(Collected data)
***

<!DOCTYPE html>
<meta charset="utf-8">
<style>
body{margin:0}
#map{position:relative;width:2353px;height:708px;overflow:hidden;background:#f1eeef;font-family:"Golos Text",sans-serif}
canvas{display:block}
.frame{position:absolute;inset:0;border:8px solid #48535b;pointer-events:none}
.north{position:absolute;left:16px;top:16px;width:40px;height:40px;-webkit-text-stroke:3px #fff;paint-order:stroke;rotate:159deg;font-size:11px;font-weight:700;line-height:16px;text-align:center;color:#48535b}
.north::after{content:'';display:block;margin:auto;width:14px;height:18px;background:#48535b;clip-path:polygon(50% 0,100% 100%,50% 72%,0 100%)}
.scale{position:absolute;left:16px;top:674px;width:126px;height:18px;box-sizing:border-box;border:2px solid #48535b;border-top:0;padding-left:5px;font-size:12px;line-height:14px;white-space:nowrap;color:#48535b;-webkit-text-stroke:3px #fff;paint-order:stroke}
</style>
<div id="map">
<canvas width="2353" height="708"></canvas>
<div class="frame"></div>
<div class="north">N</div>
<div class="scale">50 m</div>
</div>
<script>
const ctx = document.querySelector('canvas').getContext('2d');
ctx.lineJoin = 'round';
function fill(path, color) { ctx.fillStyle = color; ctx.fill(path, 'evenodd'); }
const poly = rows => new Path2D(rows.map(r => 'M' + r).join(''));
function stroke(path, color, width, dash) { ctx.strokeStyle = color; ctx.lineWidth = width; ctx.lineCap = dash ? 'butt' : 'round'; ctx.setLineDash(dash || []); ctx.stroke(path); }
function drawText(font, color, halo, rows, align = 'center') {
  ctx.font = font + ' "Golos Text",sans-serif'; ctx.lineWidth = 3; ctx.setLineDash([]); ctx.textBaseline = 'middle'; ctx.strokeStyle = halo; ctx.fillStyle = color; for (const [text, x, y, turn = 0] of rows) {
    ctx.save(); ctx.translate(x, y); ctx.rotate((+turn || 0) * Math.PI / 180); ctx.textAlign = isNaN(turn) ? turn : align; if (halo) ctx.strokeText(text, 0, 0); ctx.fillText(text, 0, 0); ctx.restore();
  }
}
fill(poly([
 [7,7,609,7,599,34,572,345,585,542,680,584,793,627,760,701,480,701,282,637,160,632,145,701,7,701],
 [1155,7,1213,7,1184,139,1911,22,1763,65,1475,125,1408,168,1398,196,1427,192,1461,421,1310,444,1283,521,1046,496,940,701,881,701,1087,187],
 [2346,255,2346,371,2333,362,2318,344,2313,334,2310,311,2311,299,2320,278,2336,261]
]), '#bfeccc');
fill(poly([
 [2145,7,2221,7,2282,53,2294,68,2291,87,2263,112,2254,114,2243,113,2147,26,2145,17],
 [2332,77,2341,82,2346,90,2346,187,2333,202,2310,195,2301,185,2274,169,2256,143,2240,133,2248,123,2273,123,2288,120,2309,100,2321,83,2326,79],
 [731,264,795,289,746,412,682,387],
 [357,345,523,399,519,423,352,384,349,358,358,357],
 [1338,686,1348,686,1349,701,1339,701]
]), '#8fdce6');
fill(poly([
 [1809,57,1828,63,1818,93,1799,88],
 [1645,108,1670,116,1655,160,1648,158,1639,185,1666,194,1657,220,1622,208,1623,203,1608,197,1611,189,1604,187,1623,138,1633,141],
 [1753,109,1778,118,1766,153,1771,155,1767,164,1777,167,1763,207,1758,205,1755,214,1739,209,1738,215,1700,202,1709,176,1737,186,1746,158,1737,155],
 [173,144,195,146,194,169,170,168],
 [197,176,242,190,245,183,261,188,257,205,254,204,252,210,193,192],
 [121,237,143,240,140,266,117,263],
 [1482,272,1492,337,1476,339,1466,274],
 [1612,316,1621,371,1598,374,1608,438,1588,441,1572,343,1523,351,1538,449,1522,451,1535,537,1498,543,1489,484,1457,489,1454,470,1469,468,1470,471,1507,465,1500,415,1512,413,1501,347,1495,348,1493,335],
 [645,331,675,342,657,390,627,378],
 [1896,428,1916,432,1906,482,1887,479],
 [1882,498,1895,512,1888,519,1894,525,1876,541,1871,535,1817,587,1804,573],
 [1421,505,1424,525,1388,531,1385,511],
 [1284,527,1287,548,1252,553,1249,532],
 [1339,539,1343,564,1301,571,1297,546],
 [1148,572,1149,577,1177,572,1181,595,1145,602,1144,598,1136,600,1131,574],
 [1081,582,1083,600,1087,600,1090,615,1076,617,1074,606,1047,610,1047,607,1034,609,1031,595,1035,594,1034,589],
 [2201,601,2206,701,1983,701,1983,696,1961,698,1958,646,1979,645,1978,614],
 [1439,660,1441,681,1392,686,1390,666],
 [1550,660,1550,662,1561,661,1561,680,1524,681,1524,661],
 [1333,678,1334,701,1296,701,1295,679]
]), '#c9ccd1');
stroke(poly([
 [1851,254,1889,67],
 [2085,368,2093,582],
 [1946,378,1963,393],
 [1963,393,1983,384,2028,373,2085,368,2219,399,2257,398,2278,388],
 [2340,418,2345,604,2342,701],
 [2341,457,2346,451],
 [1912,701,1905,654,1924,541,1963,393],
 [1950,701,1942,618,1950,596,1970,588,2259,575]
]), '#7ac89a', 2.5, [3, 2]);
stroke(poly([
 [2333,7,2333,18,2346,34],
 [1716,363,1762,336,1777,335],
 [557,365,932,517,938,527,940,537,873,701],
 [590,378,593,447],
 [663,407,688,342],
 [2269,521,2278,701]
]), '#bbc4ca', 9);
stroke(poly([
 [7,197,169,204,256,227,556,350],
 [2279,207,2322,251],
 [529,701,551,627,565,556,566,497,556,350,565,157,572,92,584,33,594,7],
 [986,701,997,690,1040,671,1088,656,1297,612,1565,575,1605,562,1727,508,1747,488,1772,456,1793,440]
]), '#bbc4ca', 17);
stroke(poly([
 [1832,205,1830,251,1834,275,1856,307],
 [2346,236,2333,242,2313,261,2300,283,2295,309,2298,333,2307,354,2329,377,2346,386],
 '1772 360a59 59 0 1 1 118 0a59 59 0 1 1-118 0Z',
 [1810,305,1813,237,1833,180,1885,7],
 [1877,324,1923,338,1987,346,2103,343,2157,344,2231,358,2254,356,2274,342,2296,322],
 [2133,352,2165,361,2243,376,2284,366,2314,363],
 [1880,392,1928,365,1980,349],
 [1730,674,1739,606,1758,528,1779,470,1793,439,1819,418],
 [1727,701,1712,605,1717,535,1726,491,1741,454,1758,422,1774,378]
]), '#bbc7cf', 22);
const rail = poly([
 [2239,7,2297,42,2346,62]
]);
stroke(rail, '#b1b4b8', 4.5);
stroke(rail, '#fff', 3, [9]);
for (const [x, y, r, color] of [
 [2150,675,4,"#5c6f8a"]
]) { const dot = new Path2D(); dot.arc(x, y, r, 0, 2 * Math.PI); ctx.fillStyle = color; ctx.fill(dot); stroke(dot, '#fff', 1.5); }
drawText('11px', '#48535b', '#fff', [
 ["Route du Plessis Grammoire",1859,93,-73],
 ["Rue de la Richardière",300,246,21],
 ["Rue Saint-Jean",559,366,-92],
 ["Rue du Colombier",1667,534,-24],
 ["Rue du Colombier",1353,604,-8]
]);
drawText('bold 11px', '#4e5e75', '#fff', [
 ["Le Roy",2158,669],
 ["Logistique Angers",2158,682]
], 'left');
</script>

***

#### Exercise aim
Your answer must consist solely of the lines from the top of the entries above through the line containing "0,100% 100%,50% 72%,0", copied exactly, both ends included.

#### Solution to the problem
<!DOCTYPE html>
<meta charset="utf-8">
<style>
body{margin:0}
#map{position:relative;width:2353px;height:708px;overflow:hidden;background:#f1eeef;font-family:"Golos Text",sans-serif}
canvas{display:block}
.frame{position:absolute;inset:0;border:8px solid #48535b;pointer-events:none}
.north{position:absolute;left:16px;top:16px;width:40px;height:40px;-webkit-text-stroke:3px #fff;paint-order:stroke;rotate:159deg;font-size:11px;font-weight:700;line-height:16px;text-align:center;color:#48535b}
.north::after{content:'';display:block;margin:auto;width:14px;height:18px;background:#48535b;clip-path:polygon(50% 0,100% 100%,50% 72%,0 100%)}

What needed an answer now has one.